Ideo has looked at the future of the business card and how it could become rather more than a piece of paper with printed information. Designer Steve Heron took current notions of the function of a business card as the departure point. ‘There was the question of what happens when you give a card to someone? That card is no longer yours, it becomes the possession of someone else and we were interested in the life of the card and its subsequent journey. There is also the matter that what you don’t say on a business card can say as much about you as what you do,’ says Heron.

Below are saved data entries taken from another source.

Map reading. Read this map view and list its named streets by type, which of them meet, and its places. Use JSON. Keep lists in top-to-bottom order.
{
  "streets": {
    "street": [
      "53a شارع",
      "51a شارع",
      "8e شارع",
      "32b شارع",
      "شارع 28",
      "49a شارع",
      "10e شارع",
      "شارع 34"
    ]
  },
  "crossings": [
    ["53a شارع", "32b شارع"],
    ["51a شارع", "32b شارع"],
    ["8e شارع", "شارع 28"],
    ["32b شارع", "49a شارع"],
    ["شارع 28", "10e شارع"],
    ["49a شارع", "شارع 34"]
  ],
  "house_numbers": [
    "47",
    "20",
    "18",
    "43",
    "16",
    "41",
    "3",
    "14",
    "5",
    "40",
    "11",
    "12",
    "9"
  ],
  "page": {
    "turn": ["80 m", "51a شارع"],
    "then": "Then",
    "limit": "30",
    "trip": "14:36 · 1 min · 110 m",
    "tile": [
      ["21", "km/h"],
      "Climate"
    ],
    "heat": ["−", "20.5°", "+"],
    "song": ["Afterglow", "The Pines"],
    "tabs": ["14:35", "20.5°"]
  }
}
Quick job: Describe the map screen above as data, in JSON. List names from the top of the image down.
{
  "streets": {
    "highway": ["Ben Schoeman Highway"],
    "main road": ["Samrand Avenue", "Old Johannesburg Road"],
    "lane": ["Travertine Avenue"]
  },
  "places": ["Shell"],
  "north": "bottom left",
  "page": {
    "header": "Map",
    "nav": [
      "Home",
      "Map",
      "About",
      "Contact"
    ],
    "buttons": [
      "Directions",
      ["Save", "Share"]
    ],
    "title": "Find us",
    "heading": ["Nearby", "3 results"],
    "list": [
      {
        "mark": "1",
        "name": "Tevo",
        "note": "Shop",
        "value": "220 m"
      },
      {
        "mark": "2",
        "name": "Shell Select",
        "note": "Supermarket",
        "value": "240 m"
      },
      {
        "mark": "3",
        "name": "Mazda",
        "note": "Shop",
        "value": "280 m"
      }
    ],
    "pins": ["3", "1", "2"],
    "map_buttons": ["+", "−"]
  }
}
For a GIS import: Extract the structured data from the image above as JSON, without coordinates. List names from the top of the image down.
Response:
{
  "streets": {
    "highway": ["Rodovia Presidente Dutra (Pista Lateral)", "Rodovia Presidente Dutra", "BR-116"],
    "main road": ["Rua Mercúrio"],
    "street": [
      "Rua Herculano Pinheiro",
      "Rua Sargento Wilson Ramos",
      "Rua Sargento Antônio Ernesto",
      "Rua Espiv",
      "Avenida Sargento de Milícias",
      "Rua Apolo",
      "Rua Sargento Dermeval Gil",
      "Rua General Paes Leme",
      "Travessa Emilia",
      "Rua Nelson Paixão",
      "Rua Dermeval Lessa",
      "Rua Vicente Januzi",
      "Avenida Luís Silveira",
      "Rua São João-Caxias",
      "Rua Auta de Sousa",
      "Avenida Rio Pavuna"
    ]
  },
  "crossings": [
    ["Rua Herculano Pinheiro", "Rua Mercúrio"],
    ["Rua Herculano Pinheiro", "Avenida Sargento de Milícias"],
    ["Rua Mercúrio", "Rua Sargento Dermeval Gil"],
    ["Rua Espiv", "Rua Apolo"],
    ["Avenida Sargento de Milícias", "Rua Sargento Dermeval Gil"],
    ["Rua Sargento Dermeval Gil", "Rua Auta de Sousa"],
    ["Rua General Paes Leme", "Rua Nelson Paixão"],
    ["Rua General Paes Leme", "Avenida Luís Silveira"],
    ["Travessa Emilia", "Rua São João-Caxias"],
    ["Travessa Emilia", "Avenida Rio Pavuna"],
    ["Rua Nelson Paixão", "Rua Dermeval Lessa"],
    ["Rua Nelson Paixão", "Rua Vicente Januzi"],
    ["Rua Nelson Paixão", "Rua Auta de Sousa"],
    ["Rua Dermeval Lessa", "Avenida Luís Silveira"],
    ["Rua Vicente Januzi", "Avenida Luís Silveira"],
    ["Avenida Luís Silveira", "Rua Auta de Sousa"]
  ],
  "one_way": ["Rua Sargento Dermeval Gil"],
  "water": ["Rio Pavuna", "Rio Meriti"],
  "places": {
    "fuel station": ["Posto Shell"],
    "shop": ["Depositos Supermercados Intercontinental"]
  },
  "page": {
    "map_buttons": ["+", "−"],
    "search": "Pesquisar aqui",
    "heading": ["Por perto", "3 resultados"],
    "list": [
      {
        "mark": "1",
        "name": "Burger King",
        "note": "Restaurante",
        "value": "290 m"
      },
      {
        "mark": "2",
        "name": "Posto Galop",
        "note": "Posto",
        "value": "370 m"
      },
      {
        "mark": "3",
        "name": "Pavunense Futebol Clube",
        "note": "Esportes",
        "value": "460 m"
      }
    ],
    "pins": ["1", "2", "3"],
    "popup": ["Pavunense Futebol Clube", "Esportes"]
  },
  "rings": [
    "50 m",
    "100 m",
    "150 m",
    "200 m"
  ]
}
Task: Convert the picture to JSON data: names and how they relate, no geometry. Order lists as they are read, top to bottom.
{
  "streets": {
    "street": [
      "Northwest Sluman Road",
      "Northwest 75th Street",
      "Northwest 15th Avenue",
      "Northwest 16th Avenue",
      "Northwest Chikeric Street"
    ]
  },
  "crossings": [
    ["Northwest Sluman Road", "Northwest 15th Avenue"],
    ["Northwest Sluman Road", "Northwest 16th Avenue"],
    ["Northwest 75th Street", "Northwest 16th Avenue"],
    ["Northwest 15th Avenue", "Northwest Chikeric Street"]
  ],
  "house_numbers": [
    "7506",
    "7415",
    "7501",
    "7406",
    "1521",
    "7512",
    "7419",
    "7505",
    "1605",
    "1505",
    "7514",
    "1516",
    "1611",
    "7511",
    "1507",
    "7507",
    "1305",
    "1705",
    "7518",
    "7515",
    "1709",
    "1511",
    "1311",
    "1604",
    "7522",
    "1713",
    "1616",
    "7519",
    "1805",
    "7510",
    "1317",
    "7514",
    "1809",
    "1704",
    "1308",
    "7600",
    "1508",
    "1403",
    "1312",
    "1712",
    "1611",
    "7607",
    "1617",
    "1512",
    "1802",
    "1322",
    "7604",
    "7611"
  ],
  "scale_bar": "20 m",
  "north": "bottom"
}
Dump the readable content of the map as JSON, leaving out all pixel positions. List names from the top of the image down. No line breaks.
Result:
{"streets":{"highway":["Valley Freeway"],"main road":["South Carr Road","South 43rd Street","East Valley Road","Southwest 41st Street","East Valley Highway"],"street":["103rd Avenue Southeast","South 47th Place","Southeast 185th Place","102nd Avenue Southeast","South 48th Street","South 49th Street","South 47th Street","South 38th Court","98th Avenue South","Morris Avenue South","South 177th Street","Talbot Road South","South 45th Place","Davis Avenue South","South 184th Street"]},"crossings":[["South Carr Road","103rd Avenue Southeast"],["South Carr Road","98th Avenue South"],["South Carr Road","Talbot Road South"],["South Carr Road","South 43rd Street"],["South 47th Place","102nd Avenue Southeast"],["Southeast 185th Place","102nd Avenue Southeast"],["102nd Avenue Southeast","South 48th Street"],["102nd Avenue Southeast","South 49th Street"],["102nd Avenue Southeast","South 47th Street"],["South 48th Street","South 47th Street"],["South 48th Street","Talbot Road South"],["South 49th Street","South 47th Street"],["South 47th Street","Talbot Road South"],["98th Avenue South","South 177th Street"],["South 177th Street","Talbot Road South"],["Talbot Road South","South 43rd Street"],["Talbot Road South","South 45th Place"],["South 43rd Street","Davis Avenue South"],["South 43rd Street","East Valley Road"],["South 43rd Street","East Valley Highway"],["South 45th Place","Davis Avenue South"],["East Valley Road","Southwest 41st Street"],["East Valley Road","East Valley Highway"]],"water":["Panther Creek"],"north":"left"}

Three possible ways of creating an identity were proposed by Ideo’s London team, each dependent on the context in which a card is likely to be given. The first is a business card that captures a moment and its associations, jogging the recipient’s memory when they come to look at the card again. Featuring extensible bellows that act as a pinhole camera and create a permanent image, the card fuses the donor with a particular set of circumstances.
To give identity to individuals within a community, Ideo proposed an electronic business card with the capacity to retain information about individuals and to create matrices linking those with particular shared associations or qualities. The intention was to mimic the organisation of a file of business cards – a normal response to dealing with large amounts of information.
Finally, the question of identity and security was addressed by designing a business card with the capacity to carry an individual’s DNA. However, to reassure those people that might have misgivings about handing details of their genetic blueprint to someone else, the card would only carry neutral contact details until the seal that contained it was broken and a DNA print was imparted by the donor.
In design terms then, this was an exercise in looking at and constructing a possible future. It was also a consideration of the nature of identity and the use of business cards to deliver context-sensitive information.